--- LISTED RECORDS Enclosed Below ---

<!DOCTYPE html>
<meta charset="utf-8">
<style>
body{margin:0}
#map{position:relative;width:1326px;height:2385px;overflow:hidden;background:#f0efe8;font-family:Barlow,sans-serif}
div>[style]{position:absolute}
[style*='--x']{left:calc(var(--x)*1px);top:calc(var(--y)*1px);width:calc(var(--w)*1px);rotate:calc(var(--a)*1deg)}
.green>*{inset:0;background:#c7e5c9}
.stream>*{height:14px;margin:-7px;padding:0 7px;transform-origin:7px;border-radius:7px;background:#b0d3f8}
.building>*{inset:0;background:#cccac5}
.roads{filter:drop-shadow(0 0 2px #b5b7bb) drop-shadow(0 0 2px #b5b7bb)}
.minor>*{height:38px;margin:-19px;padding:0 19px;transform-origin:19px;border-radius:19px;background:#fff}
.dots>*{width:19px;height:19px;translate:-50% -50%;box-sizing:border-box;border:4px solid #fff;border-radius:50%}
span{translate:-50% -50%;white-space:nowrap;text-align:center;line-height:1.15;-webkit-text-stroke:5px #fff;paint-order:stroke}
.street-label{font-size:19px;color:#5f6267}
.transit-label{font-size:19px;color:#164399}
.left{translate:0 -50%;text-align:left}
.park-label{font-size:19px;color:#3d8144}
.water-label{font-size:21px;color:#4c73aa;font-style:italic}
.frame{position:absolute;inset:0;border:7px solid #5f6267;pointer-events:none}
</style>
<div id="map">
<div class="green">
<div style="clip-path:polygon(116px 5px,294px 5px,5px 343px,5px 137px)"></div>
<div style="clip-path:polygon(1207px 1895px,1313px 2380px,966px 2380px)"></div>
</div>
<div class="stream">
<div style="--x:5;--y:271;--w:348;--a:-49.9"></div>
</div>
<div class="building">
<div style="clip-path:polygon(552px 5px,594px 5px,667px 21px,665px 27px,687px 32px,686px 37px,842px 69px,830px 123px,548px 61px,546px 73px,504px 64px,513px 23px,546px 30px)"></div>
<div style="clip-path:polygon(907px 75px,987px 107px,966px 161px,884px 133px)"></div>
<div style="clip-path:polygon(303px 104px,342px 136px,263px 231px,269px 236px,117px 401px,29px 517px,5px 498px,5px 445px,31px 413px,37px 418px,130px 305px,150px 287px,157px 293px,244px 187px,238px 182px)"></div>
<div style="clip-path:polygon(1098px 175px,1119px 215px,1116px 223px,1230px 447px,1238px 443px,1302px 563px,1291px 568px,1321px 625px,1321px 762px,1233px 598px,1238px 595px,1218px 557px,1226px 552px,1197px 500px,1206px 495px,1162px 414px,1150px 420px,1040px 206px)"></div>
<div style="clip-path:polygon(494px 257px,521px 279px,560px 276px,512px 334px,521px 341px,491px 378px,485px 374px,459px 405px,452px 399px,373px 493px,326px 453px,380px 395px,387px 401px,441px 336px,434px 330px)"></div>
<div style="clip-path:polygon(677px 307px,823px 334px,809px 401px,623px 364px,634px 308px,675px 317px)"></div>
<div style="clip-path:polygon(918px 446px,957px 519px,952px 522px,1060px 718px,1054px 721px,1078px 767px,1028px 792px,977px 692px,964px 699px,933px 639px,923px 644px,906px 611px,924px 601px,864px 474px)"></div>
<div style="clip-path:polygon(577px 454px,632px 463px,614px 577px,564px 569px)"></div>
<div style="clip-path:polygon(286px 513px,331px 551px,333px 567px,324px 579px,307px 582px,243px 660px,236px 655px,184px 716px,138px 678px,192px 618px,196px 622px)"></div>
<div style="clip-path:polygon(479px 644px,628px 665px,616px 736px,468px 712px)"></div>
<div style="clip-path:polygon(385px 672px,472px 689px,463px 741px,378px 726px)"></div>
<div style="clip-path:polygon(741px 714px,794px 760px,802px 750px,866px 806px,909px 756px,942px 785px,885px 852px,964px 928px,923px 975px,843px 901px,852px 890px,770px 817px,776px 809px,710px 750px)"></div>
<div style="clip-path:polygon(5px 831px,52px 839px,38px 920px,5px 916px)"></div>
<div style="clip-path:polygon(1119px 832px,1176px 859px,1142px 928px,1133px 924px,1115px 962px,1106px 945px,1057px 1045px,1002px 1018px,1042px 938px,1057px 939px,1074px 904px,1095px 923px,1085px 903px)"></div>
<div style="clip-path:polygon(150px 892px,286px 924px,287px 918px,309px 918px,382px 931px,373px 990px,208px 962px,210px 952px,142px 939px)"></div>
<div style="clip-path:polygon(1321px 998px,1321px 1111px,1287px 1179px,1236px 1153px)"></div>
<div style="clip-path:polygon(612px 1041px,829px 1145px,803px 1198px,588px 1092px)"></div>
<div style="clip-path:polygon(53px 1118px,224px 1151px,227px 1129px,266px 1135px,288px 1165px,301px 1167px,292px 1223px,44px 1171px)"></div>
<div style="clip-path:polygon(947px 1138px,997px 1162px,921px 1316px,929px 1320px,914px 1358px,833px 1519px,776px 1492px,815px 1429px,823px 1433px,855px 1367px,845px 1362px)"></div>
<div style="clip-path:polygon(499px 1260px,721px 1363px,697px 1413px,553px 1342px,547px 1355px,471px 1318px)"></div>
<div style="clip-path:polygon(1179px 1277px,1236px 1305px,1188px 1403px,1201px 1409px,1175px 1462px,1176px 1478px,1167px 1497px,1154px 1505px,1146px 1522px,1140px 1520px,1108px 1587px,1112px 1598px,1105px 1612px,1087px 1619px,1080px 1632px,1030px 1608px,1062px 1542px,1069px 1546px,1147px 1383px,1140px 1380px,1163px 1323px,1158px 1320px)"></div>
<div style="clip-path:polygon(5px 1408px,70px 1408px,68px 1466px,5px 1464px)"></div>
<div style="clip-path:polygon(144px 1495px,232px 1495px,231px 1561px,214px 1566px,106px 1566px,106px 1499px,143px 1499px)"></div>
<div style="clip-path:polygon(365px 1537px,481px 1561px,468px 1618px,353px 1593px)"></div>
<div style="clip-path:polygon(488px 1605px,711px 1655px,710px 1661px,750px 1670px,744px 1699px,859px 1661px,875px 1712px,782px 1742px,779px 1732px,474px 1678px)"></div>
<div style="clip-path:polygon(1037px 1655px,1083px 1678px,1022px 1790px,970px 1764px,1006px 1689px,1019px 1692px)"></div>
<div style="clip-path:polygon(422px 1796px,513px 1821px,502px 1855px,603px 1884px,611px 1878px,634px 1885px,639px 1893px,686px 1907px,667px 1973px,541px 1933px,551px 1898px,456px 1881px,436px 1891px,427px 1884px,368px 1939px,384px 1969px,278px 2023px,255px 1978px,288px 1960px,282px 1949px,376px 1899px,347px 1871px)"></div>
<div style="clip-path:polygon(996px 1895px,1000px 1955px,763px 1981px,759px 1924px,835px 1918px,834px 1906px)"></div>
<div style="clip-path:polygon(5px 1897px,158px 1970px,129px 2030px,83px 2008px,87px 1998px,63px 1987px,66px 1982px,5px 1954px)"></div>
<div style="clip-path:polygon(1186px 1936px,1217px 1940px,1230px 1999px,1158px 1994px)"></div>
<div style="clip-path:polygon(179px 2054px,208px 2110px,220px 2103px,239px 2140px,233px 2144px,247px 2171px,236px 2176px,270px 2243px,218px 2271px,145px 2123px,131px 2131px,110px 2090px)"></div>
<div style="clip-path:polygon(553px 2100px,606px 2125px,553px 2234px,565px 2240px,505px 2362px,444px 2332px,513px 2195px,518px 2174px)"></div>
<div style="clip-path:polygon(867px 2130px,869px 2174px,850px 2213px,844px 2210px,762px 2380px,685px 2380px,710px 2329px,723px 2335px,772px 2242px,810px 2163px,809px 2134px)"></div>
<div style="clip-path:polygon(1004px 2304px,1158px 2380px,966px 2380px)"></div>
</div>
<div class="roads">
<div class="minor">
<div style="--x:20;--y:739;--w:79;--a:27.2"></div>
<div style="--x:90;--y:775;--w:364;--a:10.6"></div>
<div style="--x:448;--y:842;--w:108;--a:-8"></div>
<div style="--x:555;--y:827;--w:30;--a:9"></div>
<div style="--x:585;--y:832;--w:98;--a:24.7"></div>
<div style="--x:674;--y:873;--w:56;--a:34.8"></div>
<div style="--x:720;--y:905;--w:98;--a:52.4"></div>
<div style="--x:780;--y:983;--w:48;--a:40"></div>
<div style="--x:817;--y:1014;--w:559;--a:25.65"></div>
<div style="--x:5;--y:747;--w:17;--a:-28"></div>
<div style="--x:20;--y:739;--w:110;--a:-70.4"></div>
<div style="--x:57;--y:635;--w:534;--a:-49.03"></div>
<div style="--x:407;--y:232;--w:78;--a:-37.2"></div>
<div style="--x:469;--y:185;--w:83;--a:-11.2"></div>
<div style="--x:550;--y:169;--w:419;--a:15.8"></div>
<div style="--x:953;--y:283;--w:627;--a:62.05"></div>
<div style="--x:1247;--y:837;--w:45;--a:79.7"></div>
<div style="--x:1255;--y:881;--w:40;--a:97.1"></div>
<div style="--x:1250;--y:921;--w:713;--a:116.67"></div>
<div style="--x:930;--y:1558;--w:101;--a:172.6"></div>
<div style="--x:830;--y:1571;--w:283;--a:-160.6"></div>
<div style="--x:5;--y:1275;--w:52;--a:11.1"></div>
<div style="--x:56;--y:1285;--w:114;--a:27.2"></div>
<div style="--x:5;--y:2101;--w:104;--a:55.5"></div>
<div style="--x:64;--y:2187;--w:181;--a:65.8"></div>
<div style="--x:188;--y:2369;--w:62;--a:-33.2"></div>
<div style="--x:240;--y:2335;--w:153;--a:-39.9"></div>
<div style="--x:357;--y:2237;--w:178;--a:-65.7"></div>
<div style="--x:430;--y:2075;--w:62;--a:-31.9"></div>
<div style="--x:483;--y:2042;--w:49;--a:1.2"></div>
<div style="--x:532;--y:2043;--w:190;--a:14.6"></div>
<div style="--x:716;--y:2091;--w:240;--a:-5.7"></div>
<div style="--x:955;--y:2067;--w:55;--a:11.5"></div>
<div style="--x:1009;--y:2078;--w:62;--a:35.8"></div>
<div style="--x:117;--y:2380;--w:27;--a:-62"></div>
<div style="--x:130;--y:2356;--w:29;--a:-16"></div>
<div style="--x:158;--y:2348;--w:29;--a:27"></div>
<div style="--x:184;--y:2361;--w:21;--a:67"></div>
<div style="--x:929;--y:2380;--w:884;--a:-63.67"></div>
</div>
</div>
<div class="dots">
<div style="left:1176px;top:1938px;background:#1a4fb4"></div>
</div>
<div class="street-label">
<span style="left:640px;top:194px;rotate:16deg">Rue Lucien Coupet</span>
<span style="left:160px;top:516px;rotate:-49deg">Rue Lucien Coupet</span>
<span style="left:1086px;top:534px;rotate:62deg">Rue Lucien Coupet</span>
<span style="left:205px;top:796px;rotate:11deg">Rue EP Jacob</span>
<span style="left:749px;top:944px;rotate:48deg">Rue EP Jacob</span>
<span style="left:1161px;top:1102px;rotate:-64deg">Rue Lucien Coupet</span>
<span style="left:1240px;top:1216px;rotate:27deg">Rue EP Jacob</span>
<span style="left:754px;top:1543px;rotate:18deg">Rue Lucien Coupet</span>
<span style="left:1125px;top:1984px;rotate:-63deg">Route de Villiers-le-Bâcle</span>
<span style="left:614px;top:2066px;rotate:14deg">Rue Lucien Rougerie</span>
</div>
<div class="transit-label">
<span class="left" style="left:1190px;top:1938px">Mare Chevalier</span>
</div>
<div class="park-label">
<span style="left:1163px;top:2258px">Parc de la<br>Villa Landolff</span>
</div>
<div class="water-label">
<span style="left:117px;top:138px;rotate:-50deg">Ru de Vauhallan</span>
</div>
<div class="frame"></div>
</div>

--- End of Enclosed LISTED RECORDS ---

__INSTRUCTIONS TO FOLLOW__.
Wherever a line in the data above holds the word "Coupet", copy that line.

__SOLUTION__.
<span style="left:640px;top:194px;rotate:16deg">Rue Lucien Coupet</span>
<span style="left:160px;top:516px;rotate:-49deg">Rue Lucien Coupet</span>
<span style="left:1086px;top:534px;rotate:62deg">Rue Lucien Coupet</span>
<span style="left:1161px;top:1102px;rotate:-64deg">Rue Lucien Coupet</span>
<span style="left:754px;top:1543px;rotate:18deg">Rue Lucien Coupet</span>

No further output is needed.